What to do ▸ Exactly the lines from the first line of the records to the line holding "font-size:20px; font-weight:400; color:#767676" should be duplicated, and nothing more; pictures stay out.

Records drawn from a dataset:
-=-=-=-=-
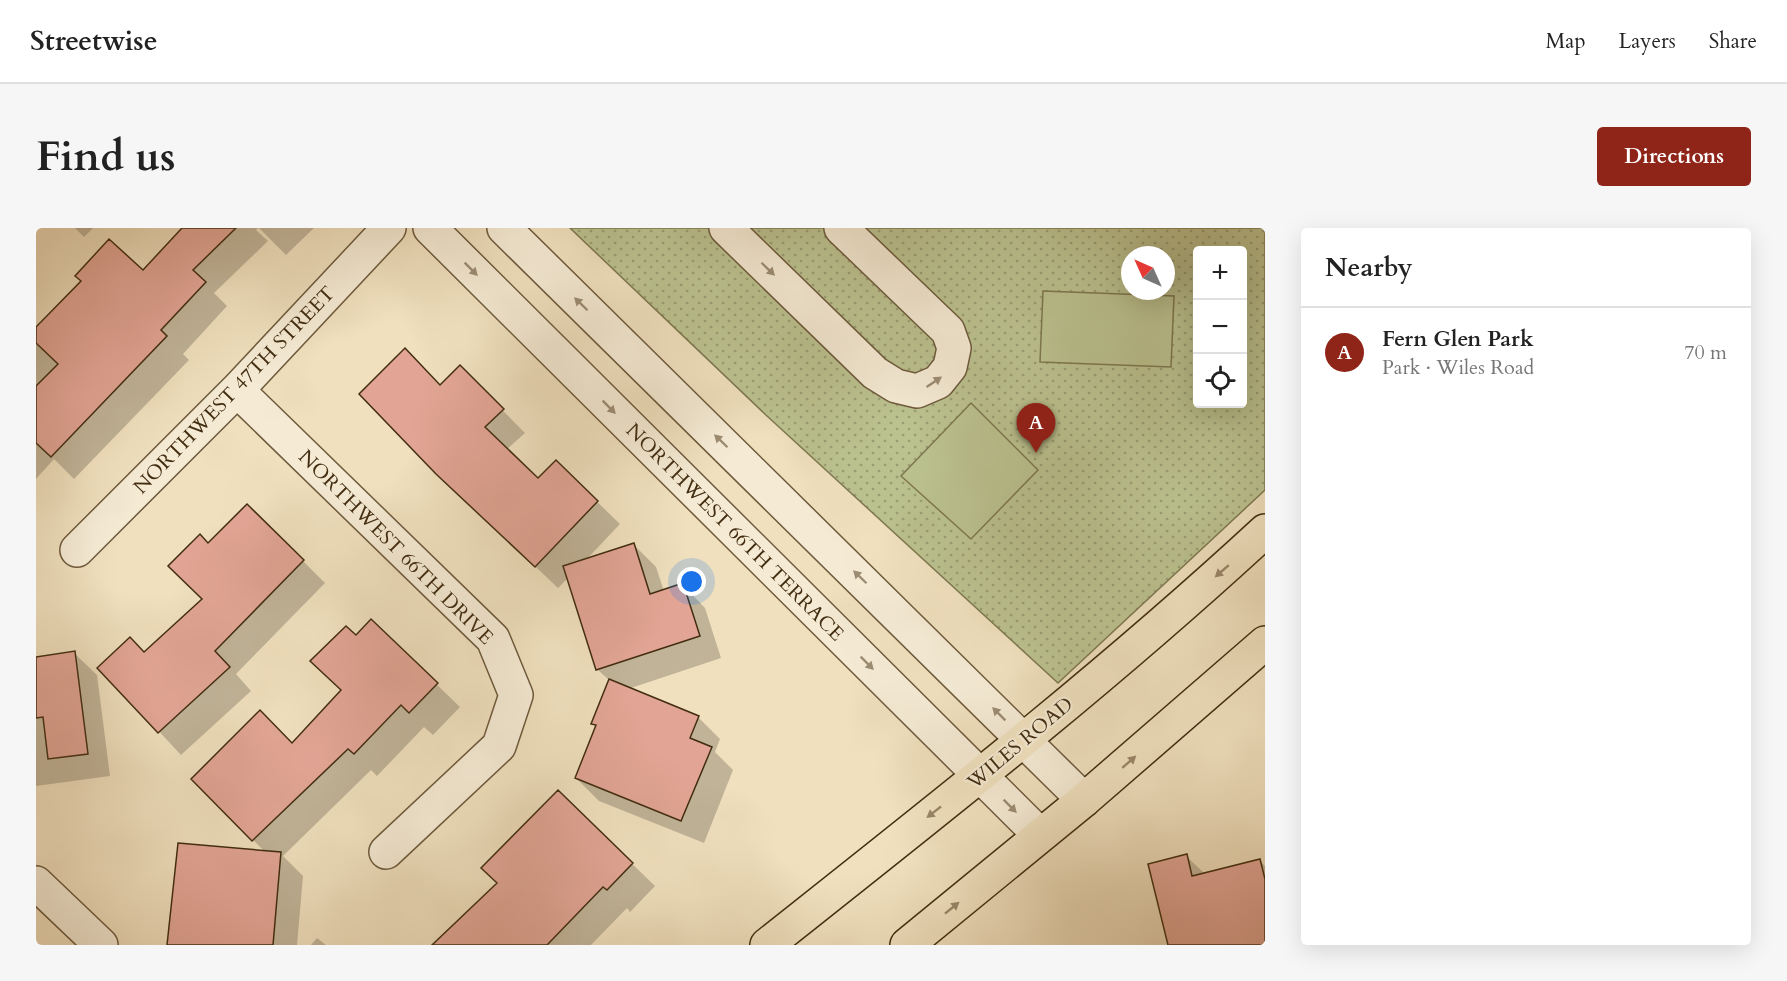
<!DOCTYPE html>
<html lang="en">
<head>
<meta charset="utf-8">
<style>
	body { margin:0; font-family:Cardo,serif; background:#f6f6f6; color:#222 }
	.controls { position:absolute; right:18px; top:18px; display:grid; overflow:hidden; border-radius:6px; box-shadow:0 6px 24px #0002 }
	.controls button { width:54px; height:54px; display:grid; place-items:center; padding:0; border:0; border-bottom:2px solid #e0e0e0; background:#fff; color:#222; font:30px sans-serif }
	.compass { position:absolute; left:1085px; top:18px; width:54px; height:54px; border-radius:50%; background:#fff; box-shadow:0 6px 24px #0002; rotate:315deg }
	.you { position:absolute; left:656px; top:354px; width:21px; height:21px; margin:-15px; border:4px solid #fff; border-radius:50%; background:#1a73e8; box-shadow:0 0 0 9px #1a73e833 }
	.badge { display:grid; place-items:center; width:39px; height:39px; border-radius:50%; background:#8f2418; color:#fff; font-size:20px; font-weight:700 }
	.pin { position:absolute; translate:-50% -50px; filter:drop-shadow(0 2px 3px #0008) }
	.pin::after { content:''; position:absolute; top:32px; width:21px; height:18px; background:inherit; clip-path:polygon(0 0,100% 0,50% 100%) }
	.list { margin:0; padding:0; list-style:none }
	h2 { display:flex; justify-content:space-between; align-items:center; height:78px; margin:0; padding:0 24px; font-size:26px }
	h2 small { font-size:20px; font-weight:400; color:#767676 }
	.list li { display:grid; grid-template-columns:39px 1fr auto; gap:18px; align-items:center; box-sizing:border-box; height:90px; padding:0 24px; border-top:2px solid #e0e0e0 }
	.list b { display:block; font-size:22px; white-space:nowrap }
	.list p { margin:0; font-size:20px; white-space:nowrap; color:#767676 }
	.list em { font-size:20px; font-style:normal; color:#767676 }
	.icon { flex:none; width:33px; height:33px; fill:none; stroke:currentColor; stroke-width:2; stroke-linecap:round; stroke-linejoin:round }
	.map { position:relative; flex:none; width:1229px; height:717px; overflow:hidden; border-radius:6px }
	header { display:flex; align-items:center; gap:36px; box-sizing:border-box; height:84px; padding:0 30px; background:#fff; border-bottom:2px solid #e0e0e0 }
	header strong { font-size:28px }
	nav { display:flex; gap:33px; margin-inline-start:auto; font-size:21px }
	.intro { display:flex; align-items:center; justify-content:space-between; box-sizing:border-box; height:144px; padding:0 36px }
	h1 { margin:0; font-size:42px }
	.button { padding:15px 27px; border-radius:6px; background:#8f2418; color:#fff; font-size:21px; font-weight:700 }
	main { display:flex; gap:36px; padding:0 36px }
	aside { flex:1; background:#fff; border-radius:6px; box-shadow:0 6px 24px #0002 }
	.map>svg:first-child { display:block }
</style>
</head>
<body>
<header>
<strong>Streetwise</strong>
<nav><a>Map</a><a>Layers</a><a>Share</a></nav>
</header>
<div class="intro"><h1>Find us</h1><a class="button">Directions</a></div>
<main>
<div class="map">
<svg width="1229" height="717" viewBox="0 0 1229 717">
	<defs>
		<pattern id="park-dots" width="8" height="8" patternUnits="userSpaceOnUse" patternTransform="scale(1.5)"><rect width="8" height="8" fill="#bbc290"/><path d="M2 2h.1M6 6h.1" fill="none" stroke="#9a9e74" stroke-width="1.8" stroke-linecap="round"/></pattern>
	</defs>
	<rect width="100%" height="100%" fill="#f0e0be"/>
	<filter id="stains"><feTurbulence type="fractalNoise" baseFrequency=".00333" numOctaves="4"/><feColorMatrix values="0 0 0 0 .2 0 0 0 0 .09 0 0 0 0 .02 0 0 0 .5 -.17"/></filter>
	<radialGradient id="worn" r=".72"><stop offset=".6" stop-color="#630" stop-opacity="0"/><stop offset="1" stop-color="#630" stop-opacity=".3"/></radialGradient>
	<path fill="url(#park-dots)" stroke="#7e7850" stroke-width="1.5" fill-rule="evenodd" d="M534,0H1229V262L1022,455L731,188ZM1162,22H1206V176H1162ZM1094,27H1130V63H1094Z"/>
	<path fill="#bbc290" stroke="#7e7850" stroke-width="1.5" d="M1007,63L1138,68L1135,139L1004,134Z
		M935,175L1002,242L935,311L865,248Z"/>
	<path fill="#0003" d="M39,0H57L48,9Z
		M147,0H222L220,2L232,13L178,65L191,78L147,126L153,132L38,251L18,231L0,251V101L107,44Z
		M223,0H278L250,27Z
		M424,139L489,205L470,222L502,253L520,234L584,296L549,333L598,317L620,339L628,363L647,357L669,380L685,430L592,461L662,489L684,511L679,524L697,542L668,615L563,573L540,550L561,499L557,495L574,453L561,441L532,350L522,360L425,268L405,158Z
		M172,317L267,333L289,355L200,446L215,463L145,527L64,440L108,425L168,371Z
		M335,393L424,479L397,507L388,499L341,548L335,542L247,628L267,648L261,717H132L229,624L157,551L256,517L306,463L320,409Z
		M38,425L61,447L74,548L0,558V430Z
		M522,564L619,658L594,684L591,680L555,717H414L463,656Z
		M1150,628L1169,646L1224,633L1229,638V717H1134Z
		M281,710L290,717H275Z"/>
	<path fill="#e2a595" stroke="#422d11" stroke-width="1.5" d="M146,0H200L157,42L170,54L125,102L131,108L15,229L0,215V158L22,136L0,115V99L45,53L39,48L73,11L107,42Z
		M369,120L404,157L424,137L468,181L449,199L502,250L520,232L562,273L499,339L400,246L323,166Z
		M211,276L268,332L179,423L194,439L122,505L61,440L94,409L108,424L166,371L132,338L164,306L172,315Z
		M598,315L614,366L647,355L664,408L560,442L527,338Z
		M335,391L402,455L373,485L365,477L318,526L312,521L216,613L155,551L224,482L256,515L305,462L274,433L310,398L320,407Z
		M39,423L52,526L12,531L7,489L0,490V429Z
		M573,451L663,488L654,510L676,519L645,593L539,550L560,497L555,496Z
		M522,562L597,635L571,662L567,659L511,717H396L461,655L445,640Z
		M142,615L245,624L237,717H131Z
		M1151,626L1156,648L1224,631L1229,651V717H1132L1112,636Z"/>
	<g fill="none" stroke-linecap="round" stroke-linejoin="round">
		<defs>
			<path id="minor" d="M394,0L1004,607
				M468,0L1048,572
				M690,0L839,145L860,158L881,163L902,154L914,139L918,120L912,103L805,0
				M201,162L457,411L480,467L463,518L350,624
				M41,322L201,162L353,0
				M0,655L65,717"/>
			<path id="major" d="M731,717C900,583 1070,450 1229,303
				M871,717L1048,572L1229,415"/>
		</defs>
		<use href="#minor" stroke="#6e5a3c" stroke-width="36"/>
		<use href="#major" stroke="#422d11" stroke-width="36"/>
		<use href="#minor" stroke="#f5ebd5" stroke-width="33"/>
		<use href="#major" stroke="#f0e0be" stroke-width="33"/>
	</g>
	<defs><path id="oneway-solid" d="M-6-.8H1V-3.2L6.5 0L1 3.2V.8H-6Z" transform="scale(1.5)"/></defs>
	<g fill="#9c8c73">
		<use href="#oneway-solid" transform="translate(435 41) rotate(45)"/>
		<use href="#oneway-solid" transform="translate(732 41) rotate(44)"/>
		<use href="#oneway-solid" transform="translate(545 76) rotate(-136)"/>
		<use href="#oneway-solid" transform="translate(898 154) rotate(-34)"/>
		<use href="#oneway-solid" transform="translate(573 179) rotate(45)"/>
		<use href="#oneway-solid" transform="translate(685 213) rotate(-136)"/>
		<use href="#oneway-solid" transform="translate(824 349) rotate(-136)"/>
		<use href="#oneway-solid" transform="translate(831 435) rotate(45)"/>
		<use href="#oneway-solid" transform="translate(963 486) rotate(-135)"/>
		<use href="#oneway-solid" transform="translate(974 578) rotate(45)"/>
	</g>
	<g fill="#998668">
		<use href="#oneway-solid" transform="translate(1186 343) rotate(139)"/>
		<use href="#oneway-solid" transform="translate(1093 534) rotate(-41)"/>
		<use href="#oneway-solid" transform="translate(898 584) rotate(142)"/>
		<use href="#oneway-solid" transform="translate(916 680) rotate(-39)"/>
	</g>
	<g text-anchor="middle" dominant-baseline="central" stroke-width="4.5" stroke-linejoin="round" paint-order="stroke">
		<g font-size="20" fill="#422d11" stroke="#f5ebd5">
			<text transform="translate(198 162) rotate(-46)">NORTHWEST 47TH STREET</text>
			<text transform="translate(699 304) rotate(45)">NORTHWEST 66TH TERRACE</text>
			<text transform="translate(360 319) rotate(45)">NORTHWEST 66TH DRIVE</text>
			<text transform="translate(984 515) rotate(-40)">WILES ROAD</text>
		</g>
	</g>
	<rect width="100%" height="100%" filter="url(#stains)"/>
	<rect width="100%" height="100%" fill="url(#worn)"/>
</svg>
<div class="controls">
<button>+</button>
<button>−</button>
<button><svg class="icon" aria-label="locate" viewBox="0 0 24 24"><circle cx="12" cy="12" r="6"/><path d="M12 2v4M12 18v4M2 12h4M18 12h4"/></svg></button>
</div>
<svg class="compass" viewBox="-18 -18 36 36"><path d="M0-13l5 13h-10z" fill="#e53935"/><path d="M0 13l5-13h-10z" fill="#767676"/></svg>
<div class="you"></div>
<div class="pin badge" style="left:1000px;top:225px">A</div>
</div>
<aside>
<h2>Nearby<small></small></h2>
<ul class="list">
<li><span class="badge">A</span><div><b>Fern Glen Park</b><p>Park · Wiles Road</p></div><em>70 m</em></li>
</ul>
</aside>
</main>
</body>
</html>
-=-=-=-=-
Answer box ▸
<!DOCTYPE html>
<html lang="en">
<head>
<meta charset="utf-8">
<style>
	body { margin:0; font-family:Cardo,serif; background:#f6f6f6; color:#222 }
	.controls { position:absolute; right:18px; top:18px; display:grid; overflow:hidden; border-radius:6px; box-shadow:0 6px 24px #0002 }
	.controls button { width:54px; height:54px; display:grid; place-items:center; padding:0; border:0; border-bottom:2px solid #e0e0e0; background:#fff; color:#222; font:30px sans-serif }
	.compass { position:absolute; left:1085px; top:18px; width:54px; height:54px; border-radius:50%; background:#fff; box-shadow:0 6px 24px #0002; rotate:315deg }
	.you { position:absolute; left:656px; top:354px; width:21px; height:21px; margin:-15px; border:4px solid #fff; border-radius:50%; background:#1a73e8; box-shadow:0 0 0 9px #1a73e833 }
	.badge { display:grid; place-items:center; width:39px; height:39px; border-radius:50%; background:#8f2418; color:#fff; font-size:20px; font-weight:700 }
	.pin { position:absolute; translate:-50% -50px; filter:drop-shadow(0 2px 3px #0008) }
	.pin::after { content:''; position:absolute; top:32px; width:21px; height:18px; background:inherit; clip-path:polygon(0 0,100% 0,50% 100%) }
	.list { margin:0; padding:0; list-style:none }
	h2 { display:flex; justify-content:space-between; align-items:center; height:78px; margin:0; padding:0 24px; font-size:26px }
	h2 small { font-size:20px; font-weight:400; color:#767676 }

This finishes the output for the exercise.